David John starts to say something, but Jessup cuts him off with a quick “no.”
He knew what David John was going to say. His stepfather was about to vouch for him, to say that Jessup came in about midnight, that he remembers it was midnight because it was earlier than he expected, and he looked at the clock just as Jessup came through the door, and he’d be happy to get on a stand and swear the whole truth and nothing but the truth that Jessup came straight home from the party, no chance for anything to happen. Unbidden, the image of Ricky in the alley, the security camera filming at 7.5 frames per second, herky-jerky: David John looking at the camera, reaching into the truck, Holmes’s body turned over, and then, whatever it is that happens out of sight of the camera. Nothing David John would admit to, but the cops finding a knife in Holmes’s hand, only one set of prints, like it was wiped clean.
David John looks like he’s going to try to speak again, so Jessup is even more forceful. “No.” He hesitates. He doesn’t want to bring Deanne into this, but if he doesn’t . . . He can’t ask it of David John. He can’t do that to his mother, to Jewel. Not again. “I went right to my girlfriend’s.”
Hawkins clicks the ballpoint closed, open, closed, open. Writes something on the pad.
“Name?”
“She snuck out,” Jessup says, evading the question. “I don’t want her to get in trouble. But I texted her that I was already driving . . . uh, at . . . eleven fifty.”
Seven minutes, Jessup thinks. Seven minutes from when he took the photo in the living room of Victoria Wallace’s house until he texted Deanne back. And in that seven minutes it’s like a black hole opened and swallowed his whole world. He needs to get those seven minutes back. He needs to rescue himself.
“With the snow, I was going slow, but I drove straight from the party, picked her up at”—he looks at the texts again—here—“eleven fifty-nine p.m. A minute shy of midnight.” Shows Hawkins the phone.
“And then what?”
“We parked in the woods in the parking lot by the reservoir.”
STEEL TRAP
Hawkins smirks. Clicks his pen again. Closed, open, closed, open. “Bet you weren’t up there to go swimming. I don’t suppose I have to ask what you did up there.” Jessup can feel his face gone hot. “What time did you bring her home?”

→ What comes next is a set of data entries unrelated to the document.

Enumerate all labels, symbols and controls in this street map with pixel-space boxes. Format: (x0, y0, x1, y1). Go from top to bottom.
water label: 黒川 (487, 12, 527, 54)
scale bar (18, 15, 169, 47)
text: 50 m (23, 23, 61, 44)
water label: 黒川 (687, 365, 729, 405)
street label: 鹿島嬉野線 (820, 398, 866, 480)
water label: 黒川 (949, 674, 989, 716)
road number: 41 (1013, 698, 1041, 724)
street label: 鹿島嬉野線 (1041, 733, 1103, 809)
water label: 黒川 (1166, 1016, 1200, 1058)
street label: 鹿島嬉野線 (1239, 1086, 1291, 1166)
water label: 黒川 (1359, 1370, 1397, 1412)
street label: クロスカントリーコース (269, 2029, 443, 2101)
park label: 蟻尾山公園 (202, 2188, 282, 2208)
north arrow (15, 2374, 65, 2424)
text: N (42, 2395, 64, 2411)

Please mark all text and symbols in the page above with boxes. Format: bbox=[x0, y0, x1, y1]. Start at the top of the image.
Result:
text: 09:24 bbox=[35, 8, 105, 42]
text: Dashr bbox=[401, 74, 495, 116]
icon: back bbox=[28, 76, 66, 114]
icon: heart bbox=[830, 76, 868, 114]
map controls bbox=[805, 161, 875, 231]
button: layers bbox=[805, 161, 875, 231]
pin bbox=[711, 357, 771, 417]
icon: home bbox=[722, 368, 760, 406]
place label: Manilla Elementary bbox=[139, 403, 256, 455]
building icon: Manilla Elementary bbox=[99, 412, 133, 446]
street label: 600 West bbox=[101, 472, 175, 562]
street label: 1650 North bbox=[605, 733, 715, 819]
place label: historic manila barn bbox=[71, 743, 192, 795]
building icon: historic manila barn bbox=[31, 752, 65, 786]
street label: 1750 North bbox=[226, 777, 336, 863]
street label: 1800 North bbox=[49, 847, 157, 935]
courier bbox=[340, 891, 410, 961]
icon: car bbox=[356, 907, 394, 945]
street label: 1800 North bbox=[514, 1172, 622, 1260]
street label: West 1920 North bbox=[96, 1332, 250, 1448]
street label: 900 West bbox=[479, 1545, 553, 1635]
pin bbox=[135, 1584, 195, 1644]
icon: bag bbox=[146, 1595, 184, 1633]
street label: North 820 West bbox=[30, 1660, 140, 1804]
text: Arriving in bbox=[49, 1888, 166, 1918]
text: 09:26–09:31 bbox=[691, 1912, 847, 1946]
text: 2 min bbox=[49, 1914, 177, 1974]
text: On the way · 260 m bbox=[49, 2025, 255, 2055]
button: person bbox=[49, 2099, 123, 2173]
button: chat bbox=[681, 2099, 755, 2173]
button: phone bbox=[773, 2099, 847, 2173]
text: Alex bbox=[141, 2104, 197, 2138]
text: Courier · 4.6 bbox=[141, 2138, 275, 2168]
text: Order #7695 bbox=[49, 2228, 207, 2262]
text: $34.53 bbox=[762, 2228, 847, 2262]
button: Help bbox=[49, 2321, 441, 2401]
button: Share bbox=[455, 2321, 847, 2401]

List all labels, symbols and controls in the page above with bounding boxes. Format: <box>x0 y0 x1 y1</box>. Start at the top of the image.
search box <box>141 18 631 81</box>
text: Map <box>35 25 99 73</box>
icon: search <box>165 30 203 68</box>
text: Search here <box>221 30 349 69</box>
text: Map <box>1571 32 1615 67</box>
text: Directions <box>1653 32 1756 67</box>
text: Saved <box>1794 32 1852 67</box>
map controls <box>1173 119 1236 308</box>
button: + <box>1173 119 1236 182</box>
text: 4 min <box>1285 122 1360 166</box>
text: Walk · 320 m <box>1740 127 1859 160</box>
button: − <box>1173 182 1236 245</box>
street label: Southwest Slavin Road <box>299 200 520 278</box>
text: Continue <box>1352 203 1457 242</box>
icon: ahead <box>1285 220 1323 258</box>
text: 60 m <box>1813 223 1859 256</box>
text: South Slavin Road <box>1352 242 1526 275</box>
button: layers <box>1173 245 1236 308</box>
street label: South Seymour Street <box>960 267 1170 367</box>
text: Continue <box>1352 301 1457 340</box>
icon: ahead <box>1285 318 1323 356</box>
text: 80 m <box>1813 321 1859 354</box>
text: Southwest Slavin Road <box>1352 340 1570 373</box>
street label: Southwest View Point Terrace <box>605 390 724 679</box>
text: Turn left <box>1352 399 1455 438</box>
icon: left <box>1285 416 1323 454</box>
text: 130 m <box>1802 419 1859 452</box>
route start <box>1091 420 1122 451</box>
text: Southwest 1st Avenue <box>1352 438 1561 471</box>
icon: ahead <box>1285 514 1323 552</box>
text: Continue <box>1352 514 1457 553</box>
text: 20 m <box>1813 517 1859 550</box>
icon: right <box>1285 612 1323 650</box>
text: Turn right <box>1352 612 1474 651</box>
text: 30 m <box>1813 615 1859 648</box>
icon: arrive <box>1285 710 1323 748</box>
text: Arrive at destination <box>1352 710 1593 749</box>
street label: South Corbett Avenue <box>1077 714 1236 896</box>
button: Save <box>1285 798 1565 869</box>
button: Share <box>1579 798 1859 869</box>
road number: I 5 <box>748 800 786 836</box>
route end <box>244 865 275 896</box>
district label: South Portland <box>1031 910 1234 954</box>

“About quarter to two,” Jessup says.
Hawkins asks him a few more questions, glances over his shoulder to the end of the lane, where Cunningham still sits in the car.
“If there’s anything you’re not telling me, it’s important that—”
Jessup starts to speak, but Hawkins shoots out his hand, pissed. “I’m talking right now, not you. If there’s anything you’re not telling me, anything that needs to be kept quiet, you keep quiet about it. Keep your fucking mouth shut.” Hawkins takes a deep breath.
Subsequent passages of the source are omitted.